If a line below contains the string "Transcribe", copy it out.

(INFORMATION SHOWN begins)

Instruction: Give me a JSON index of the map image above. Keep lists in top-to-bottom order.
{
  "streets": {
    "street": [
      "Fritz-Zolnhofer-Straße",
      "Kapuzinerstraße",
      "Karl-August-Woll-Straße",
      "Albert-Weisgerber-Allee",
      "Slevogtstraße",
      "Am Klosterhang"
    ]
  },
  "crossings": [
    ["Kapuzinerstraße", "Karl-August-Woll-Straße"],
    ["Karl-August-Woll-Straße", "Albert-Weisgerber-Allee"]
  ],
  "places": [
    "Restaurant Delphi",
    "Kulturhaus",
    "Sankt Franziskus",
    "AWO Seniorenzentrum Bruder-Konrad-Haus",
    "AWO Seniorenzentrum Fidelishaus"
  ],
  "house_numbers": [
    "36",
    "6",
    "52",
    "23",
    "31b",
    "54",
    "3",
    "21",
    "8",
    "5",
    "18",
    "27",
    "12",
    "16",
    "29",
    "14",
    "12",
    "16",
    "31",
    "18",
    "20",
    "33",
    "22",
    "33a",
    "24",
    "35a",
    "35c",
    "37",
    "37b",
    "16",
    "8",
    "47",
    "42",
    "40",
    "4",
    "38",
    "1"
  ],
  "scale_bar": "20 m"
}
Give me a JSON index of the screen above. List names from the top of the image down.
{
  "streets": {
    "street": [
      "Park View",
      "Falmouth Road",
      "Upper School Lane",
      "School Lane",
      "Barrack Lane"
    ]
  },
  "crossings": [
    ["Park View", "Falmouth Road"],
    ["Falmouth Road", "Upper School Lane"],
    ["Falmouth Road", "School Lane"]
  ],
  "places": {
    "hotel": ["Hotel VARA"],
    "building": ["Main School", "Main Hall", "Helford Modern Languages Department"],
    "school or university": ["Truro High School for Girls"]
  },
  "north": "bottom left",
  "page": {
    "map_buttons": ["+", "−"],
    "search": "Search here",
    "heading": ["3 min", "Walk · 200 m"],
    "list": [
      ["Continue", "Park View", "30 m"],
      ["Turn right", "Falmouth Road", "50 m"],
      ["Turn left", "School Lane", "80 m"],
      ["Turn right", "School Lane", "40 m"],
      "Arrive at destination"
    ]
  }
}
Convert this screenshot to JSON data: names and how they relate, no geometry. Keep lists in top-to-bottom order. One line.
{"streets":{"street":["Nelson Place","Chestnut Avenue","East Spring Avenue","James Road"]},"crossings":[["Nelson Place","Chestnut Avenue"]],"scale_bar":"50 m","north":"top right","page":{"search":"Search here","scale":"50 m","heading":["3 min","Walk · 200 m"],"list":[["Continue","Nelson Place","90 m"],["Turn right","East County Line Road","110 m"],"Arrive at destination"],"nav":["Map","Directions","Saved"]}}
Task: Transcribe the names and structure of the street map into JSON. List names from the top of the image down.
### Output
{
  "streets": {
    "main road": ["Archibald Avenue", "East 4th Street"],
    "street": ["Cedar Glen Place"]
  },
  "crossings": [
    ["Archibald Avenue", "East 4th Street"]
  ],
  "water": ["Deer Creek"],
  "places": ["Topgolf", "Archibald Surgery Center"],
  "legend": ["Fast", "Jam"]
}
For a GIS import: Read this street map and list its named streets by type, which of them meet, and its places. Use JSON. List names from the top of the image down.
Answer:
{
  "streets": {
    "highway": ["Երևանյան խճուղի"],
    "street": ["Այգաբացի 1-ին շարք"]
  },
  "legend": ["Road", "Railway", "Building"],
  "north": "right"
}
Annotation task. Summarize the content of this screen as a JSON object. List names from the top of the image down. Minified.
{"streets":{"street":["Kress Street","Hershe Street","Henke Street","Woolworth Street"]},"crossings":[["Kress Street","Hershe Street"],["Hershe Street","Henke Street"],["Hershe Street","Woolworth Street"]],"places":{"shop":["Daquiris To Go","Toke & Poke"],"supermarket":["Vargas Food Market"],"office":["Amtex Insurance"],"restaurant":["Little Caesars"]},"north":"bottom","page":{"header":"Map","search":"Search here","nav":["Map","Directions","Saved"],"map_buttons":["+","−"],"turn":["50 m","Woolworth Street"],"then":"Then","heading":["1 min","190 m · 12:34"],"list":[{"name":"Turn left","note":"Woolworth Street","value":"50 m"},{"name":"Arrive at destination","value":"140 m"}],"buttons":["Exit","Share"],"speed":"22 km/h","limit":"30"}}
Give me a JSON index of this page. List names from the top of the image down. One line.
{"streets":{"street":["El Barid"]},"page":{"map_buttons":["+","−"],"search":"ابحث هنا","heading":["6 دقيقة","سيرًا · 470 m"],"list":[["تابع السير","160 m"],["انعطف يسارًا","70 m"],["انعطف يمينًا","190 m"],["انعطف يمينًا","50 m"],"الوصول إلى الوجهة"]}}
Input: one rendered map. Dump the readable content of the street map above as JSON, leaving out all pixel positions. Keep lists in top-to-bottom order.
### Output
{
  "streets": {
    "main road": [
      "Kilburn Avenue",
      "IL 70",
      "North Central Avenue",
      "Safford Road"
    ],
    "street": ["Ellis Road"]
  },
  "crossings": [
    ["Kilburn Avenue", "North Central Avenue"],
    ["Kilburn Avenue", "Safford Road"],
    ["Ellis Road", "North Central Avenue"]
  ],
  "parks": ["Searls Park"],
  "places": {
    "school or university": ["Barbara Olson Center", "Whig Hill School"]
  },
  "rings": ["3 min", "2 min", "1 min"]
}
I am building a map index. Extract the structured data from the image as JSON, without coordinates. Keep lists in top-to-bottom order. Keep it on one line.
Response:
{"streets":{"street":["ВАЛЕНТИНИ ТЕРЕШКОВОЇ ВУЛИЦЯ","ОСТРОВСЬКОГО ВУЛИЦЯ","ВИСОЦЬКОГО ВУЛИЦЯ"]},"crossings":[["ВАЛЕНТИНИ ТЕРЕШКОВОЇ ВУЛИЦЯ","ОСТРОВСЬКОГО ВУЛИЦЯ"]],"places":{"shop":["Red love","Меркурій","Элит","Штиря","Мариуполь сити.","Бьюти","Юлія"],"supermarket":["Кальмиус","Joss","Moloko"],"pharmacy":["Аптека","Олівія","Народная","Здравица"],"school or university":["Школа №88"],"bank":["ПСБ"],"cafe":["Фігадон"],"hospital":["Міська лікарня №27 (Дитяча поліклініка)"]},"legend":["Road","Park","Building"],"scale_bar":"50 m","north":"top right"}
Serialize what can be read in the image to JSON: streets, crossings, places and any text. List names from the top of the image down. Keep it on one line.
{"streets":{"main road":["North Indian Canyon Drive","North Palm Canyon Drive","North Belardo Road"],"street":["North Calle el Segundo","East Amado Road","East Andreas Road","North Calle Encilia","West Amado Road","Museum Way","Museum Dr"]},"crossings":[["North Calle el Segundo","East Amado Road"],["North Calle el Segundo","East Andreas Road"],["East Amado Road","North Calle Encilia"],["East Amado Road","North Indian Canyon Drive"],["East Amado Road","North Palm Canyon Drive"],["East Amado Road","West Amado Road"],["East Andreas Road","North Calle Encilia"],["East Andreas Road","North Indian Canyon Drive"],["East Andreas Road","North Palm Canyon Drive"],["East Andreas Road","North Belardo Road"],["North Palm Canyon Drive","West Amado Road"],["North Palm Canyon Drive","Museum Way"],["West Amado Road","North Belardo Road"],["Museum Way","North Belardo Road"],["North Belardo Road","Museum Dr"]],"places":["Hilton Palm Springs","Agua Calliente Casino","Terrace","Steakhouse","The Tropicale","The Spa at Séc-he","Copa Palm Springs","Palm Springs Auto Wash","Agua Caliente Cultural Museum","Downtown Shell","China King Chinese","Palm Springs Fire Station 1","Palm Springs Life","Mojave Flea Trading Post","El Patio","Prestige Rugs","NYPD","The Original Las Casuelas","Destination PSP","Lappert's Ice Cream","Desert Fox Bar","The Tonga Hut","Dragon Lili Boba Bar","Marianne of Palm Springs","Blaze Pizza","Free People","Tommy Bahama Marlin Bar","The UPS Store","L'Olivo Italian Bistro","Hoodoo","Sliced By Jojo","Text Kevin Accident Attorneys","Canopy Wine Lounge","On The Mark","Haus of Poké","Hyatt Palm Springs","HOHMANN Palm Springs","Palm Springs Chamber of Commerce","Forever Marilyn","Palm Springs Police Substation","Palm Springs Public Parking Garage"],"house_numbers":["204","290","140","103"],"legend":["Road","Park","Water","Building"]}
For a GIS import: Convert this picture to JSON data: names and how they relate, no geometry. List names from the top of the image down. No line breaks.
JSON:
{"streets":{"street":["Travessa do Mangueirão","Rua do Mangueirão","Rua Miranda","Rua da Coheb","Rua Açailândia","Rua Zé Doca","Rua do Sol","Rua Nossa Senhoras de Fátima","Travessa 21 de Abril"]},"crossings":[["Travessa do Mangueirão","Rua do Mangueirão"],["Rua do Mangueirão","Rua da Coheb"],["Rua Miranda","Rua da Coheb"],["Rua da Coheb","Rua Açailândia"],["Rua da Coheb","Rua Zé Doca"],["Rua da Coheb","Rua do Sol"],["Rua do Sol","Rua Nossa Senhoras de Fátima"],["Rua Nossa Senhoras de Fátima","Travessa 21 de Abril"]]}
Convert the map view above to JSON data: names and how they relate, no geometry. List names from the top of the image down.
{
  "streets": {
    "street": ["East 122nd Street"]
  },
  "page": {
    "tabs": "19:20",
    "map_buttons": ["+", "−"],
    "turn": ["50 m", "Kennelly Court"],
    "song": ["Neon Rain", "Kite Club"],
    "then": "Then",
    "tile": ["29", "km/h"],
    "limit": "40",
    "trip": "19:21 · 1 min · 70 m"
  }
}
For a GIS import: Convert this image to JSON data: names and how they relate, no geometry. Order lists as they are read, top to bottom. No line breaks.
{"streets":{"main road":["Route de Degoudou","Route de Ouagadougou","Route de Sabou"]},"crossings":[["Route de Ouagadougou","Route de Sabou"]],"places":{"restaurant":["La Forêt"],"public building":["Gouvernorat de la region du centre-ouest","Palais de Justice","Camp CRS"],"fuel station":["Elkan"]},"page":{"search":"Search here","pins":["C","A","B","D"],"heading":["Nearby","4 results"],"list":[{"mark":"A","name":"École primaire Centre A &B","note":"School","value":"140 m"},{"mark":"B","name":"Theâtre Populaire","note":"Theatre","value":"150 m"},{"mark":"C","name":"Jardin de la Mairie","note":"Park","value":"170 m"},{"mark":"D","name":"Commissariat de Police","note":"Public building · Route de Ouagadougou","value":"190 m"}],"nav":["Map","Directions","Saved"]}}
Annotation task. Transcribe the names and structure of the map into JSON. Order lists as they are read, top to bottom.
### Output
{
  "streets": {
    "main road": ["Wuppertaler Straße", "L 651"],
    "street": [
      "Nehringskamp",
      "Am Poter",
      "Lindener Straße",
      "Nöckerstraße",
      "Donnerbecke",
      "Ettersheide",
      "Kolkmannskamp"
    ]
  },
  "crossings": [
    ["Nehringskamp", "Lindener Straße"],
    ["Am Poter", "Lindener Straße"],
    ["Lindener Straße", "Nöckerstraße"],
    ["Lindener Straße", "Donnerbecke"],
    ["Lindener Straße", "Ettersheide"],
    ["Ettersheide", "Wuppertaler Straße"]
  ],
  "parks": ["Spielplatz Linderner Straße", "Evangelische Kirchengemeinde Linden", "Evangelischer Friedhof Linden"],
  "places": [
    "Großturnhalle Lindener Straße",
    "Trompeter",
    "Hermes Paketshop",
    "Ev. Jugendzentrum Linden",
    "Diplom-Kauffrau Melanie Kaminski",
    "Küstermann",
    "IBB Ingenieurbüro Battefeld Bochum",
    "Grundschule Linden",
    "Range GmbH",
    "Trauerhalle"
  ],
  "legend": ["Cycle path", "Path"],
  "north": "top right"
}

(INFORMATION SHOWN ends)

* _WRITTEN ANSWER_
Task: Transcribe the names and structure of the street map into JSON. List names from the top of the image down.
Annotation task. Transcribe the names and structure of the map into JSON. Order lists as they are read, top to bottom.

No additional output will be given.